WHAT THIS TASK INVOLVES -
Could you output each line below exactly as it appears, excluding any pictures?

** DATASET EXCERPTS follows **

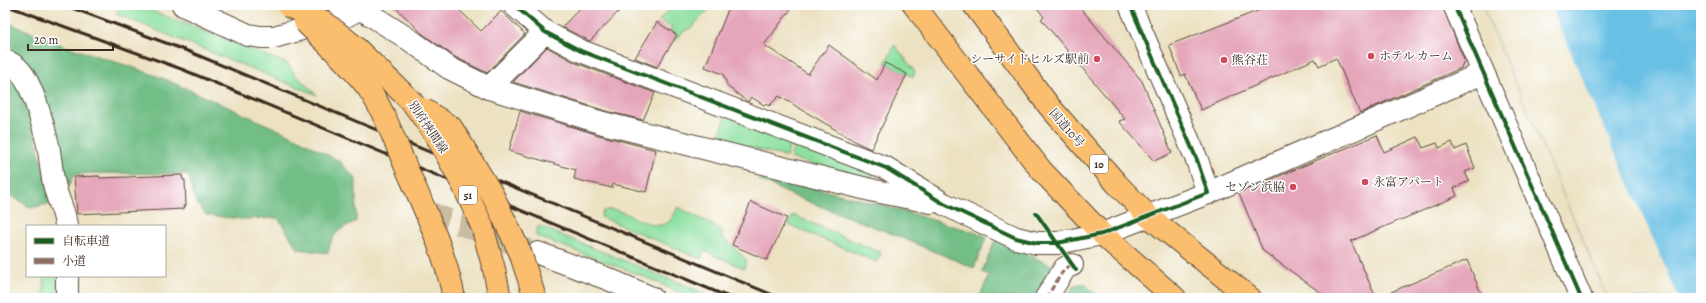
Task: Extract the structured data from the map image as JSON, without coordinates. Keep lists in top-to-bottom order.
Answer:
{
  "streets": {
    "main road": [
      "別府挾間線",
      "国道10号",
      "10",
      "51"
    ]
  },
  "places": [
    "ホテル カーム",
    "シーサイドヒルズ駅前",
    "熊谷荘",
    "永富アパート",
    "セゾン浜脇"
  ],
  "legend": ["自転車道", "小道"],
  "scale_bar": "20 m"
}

** End of DATASET EXCERPTS **

RESULT BELOW -
Task: Extract the structured data from the map image as JSON, without coordinates. Keep lists in top-to-bottom order.
Answer:
{
  "streets": {
    "main road": [
      "別府挾間線",
      "国道10号",
      "10",
      "51"
    ]
  },
  "places": [
    "ホテル カーム",
    "シーサイドヒルズ駅前",
    "熊谷荘",
    "永富アパート",
    "セゾン浜脇"
  ],
  "legend": ["自転車道", "小道"],
  "scale_bar": "20 m"
}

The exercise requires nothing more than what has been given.